**TASK DIRECTIONS**:
Copy the records below exactly, omitting any pictures they contain.

**EXTRACTED RECORDS**:
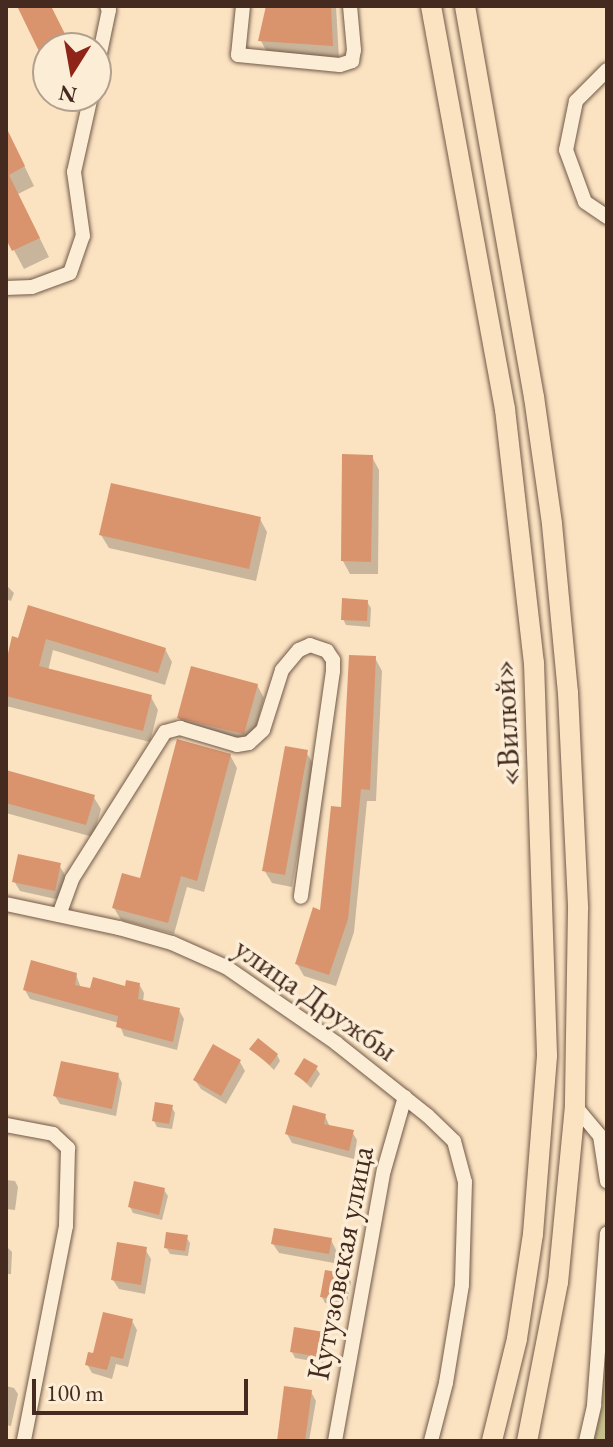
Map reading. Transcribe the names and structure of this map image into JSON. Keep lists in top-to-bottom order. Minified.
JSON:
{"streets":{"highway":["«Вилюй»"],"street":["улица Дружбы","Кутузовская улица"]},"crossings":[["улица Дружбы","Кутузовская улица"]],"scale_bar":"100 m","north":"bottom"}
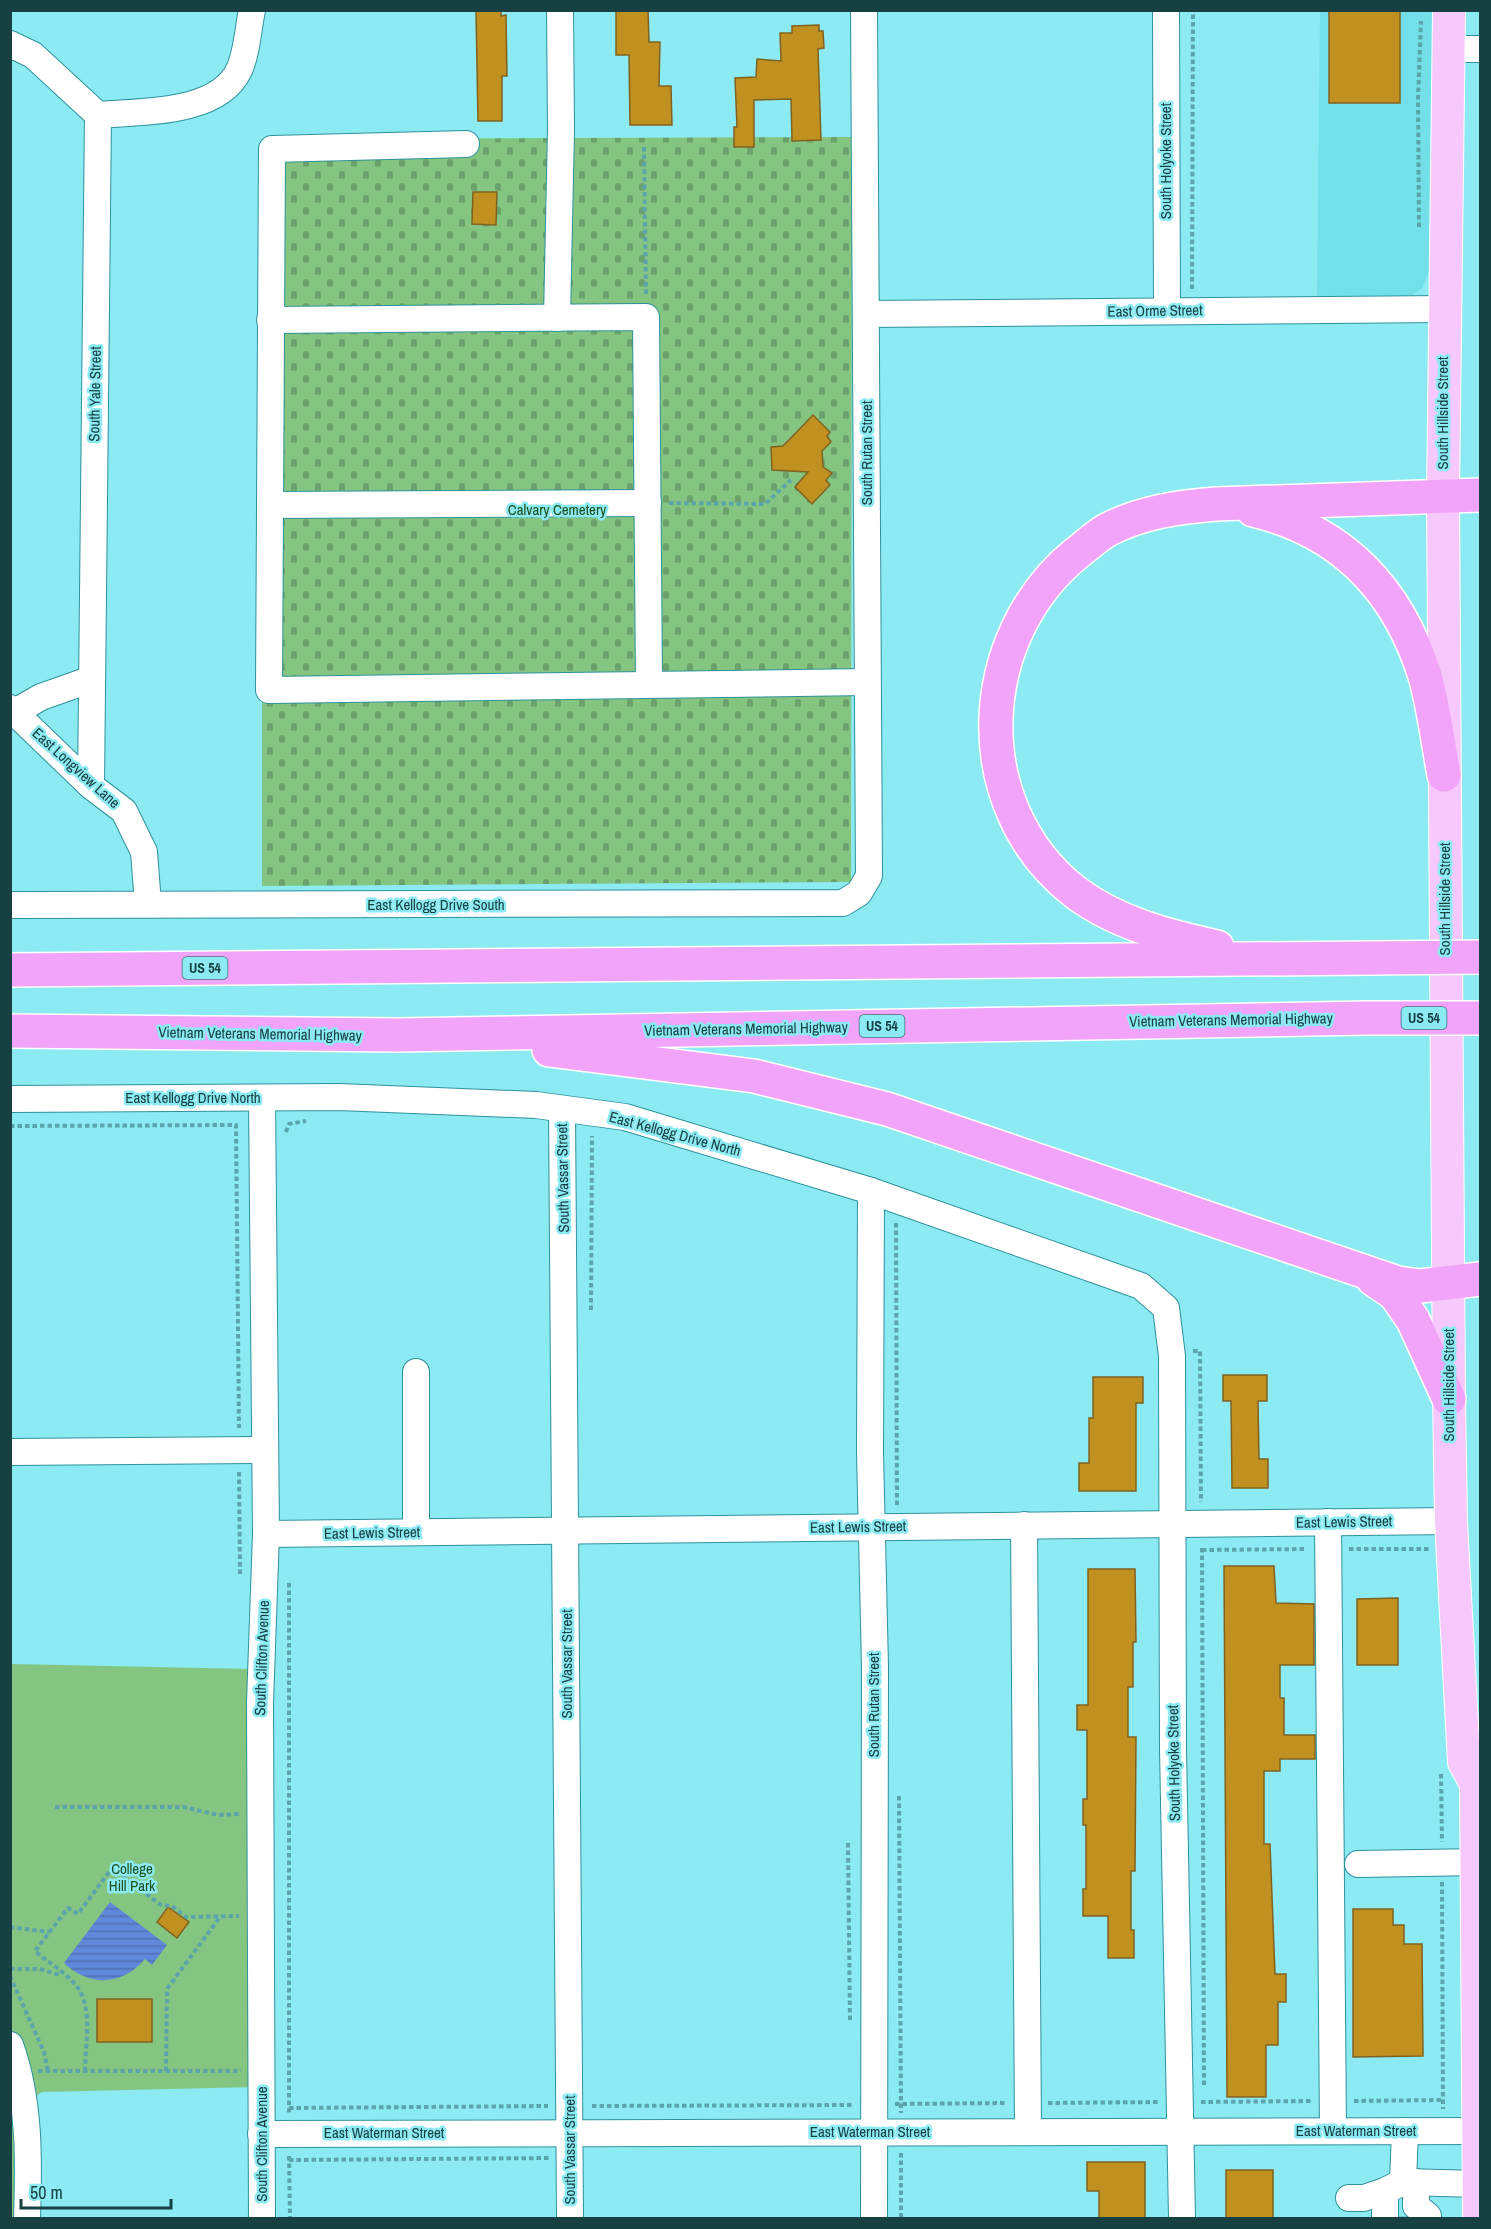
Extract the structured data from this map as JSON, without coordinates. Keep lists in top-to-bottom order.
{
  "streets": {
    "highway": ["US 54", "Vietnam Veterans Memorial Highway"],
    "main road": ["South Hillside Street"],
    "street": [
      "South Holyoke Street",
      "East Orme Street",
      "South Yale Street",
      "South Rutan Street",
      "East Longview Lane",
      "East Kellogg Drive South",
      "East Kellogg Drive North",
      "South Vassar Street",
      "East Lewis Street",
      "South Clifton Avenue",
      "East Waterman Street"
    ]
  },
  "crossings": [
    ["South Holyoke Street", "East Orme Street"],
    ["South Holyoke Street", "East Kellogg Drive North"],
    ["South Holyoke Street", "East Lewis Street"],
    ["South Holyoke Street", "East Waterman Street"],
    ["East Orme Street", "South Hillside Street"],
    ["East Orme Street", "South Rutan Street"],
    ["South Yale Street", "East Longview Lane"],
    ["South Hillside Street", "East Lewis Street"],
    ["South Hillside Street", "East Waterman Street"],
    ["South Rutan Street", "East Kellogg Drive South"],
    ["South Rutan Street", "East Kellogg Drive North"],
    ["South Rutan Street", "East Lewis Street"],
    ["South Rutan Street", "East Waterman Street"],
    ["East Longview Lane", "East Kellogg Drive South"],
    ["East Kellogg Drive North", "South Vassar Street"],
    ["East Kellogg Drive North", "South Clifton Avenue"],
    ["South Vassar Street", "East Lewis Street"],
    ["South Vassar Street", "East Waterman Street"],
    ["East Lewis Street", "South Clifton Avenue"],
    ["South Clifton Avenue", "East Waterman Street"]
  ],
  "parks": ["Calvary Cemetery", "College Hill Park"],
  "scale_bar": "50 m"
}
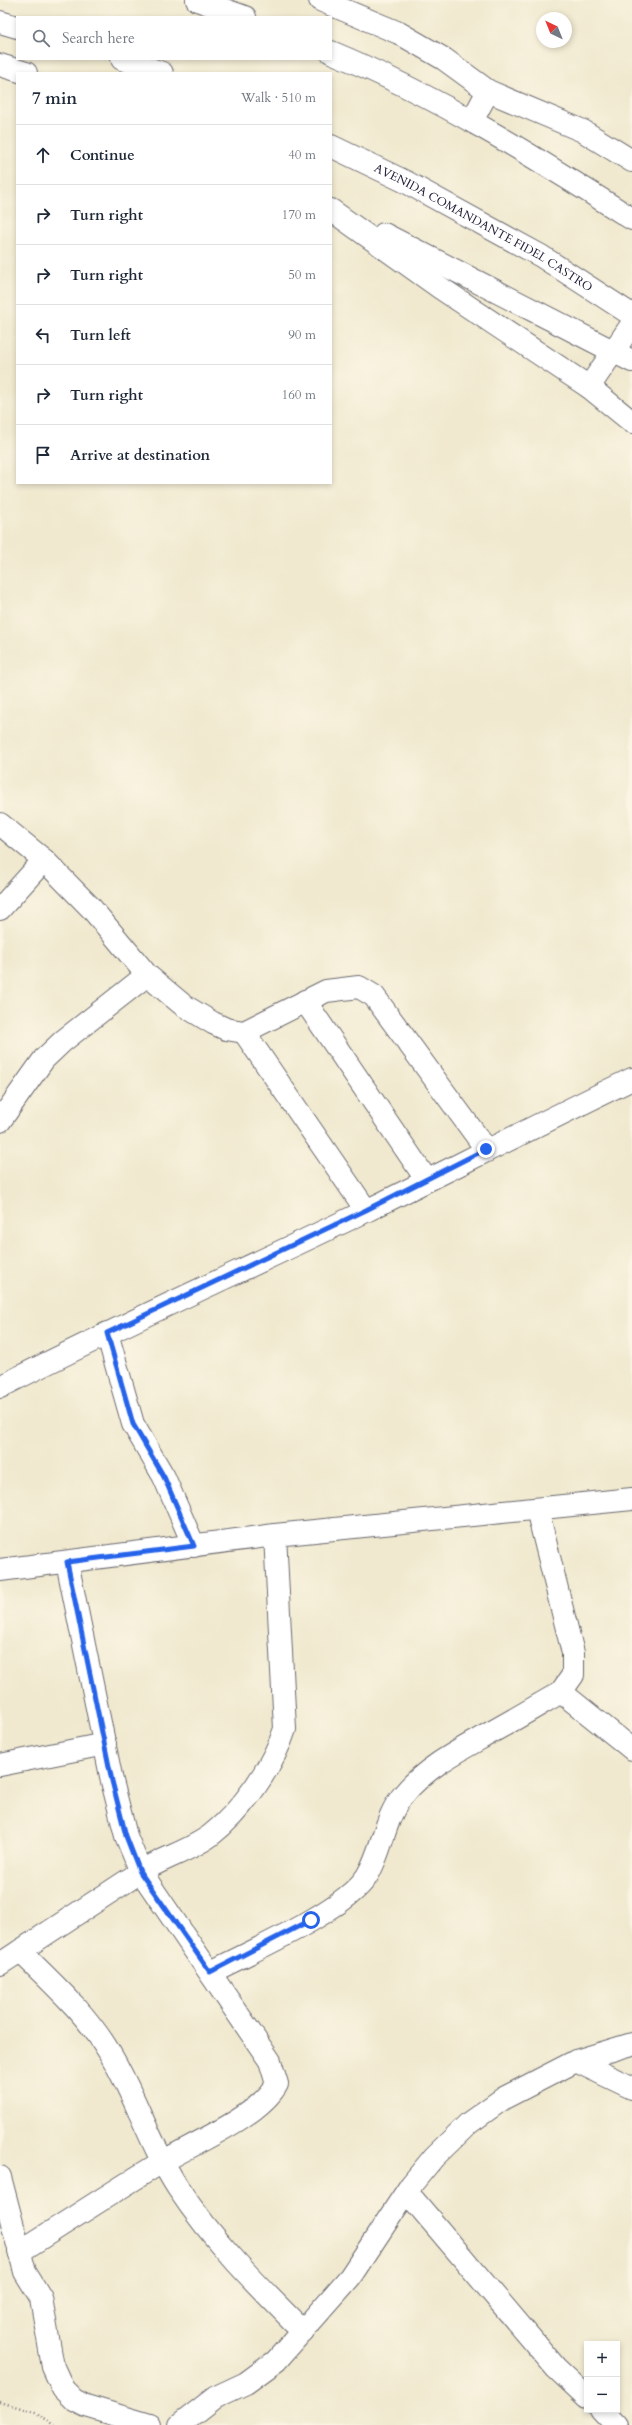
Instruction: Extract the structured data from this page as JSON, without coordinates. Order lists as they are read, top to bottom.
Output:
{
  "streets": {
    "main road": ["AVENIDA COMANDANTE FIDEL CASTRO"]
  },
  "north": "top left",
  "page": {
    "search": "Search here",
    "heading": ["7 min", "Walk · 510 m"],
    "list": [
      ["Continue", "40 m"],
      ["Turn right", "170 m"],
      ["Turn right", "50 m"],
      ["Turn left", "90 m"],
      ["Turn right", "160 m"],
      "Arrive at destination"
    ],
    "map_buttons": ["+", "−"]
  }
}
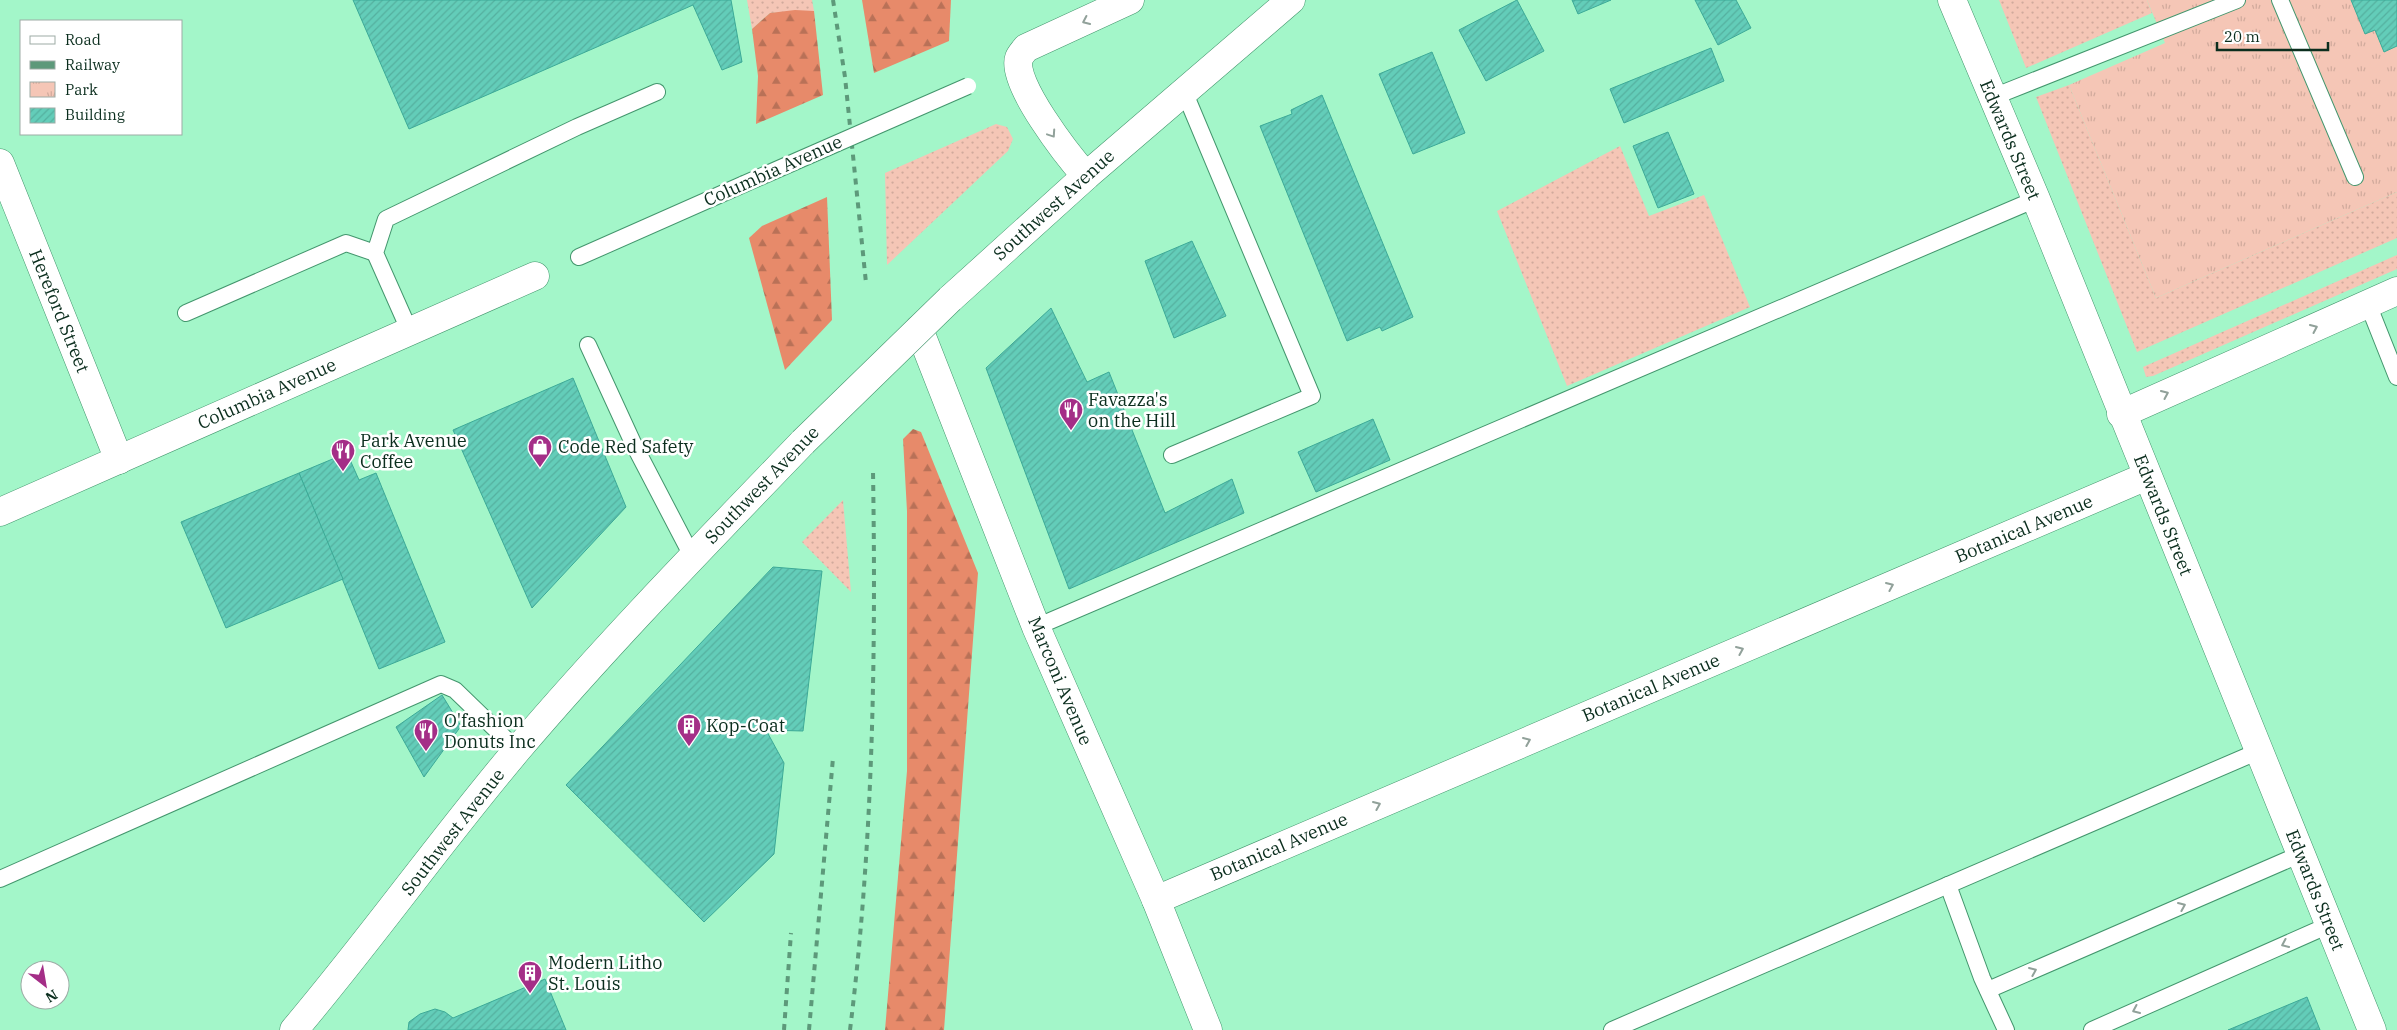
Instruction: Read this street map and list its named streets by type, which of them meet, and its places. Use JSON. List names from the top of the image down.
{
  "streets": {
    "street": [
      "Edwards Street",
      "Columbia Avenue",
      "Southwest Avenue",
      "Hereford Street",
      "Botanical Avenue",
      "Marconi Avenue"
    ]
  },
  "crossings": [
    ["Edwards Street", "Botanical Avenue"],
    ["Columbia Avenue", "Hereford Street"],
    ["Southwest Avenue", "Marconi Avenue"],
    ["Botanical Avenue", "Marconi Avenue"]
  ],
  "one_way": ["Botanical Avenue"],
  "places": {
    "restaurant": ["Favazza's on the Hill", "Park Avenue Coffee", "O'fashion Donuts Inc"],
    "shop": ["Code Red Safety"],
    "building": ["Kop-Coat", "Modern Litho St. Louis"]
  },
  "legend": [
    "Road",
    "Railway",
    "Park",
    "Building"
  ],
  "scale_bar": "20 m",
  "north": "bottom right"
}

**TASK RESPONSE**:
Map reading. Transcribe the names and structure of this map image into JSON. Keep lists in top-to-bottom order. Minified.
JSON:
{"streets":{"highway":["«Вилюй»"],"street":["улица Дружбы","Кутузовская улица"]},"crossings":[["улица Дружбы","Кутузовская улица"]],"scale_bar":"100 m","north":"bottom"}
Extract the structured data from this map as JSON, without coordinates. Keep lists in top-to-bottom order.
{
  "streets": {
    "highway": ["US 54", "Vietnam Veterans Memorial Highway"],
    "main road": ["South Hillside Street"],
    "street": [
      "South Holyoke Street",
      "East Orme Street",
      "South Yale Street",
      "South Rutan Street",
      "East Longview Lane",
      "East Kellogg Drive South",
      "East Kellogg Drive North",
      "South Vassar Street",
      "East Lewis Street",
      "South Clifton Avenue",
      "East Waterman Street"
    ]
  },
  "crossings": [
    ["South Holyoke Street", "East Orme Street"],
    ["South Holyoke Street", "East Kellogg Drive North"],
    ["South Holyoke Street", "East Lewis Street"],
    ["South Holyoke Street", "East Waterman Street"],
    ["East Orme Street", "South Hillside Street"],
    ["East Orme Street", "South Rutan Street"],
    ["South Yale Street", "East Longview Lane"],
    ["South Hillside Street", "East Lewis Street"],
    ["South Hillside Street", "East Waterman Street"],
    ["South Rutan Street", "East Kellogg Drive South"],
    ["South Rutan Street", "East Kellogg Drive North"],
    ["South Rutan Street", "East Lewis Street"],
    ["South Rutan Street", "East Waterman Street"],
    ["East Longview Lane", "East Kellogg Drive South"],
    ["East Kellogg Drive North", "South Vassar Street"],
    ["East Kellogg Drive North", "South Clifton Avenue"],
    ["South Vassar Street", "East Lewis Street"],
    ["South Vassar Street", "East Waterman Street"],
    ["East Lewis Street", "South Clifton Avenue"],
    ["South Clifton Avenue", "East Waterman Street"]
  ],
  "parks": ["Calvary Cemetery", "College Hill Park"],
  "scale_bar": "50 m"
}
Instruction: Extract the structured data from this page as JSON, without coordinates. Order lists as they are read, top to bottom.
Output:
{
  "streets": {
    "main road": ["AVENIDA COMANDANTE FIDEL CASTRO"]
  },
  "north": "top left",
  "page": {
    "search": "Search here",
    "heading": ["7 min", "Walk · 510 m"],
    "list": [
      ["Continue", "40 m"],
      ["Turn right", "170 m"],
      ["Turn right", "50 m"],
      ["Turn left", "90 m"],
      ["Turn right", "160 m"],
      "Arrive at destination"
    ],
    "map_buttons": ["+", "−"]
  }
}
Instruction: Read this street map and list its named streets by type, which of them meet, and its places. Use JSON. List names from the top of the image down.
{
  "streets": {
    "street": [
      "Edwards Street",
      "Columbia Avenue",
      "Southwest Avenue",
      "Hereford Street",
      "Botanical Avenue",
      "Marconi Avenue"
    ]
  },
  "crossings": [
    ["Edwards Street", "Botanical Avenue"],
    ["Columbia Avenue", "Hereford Street"],
    ["Southwest Avenue", "Marconi Avenue"],
    ["Botanical Avenue", "Marconi Avenue"]
  ],
  "one_way": ["Botanical Avenue"],
  "places": {
    "restaurant": ["Favazza's on the Hill", "Park Avenue Coffee", "O'fashion Donuts Inc"],
    "shop": ["Code Red Safety"],
    "building": ["Kop-Coat", "Modern Litho St. Louis"]
  },
  "legend": [
    "Road",
    "Railway",
    "Park",
    "Building"
  ],
  "scale_bar": "20 m",
  "north": "bottom right"
}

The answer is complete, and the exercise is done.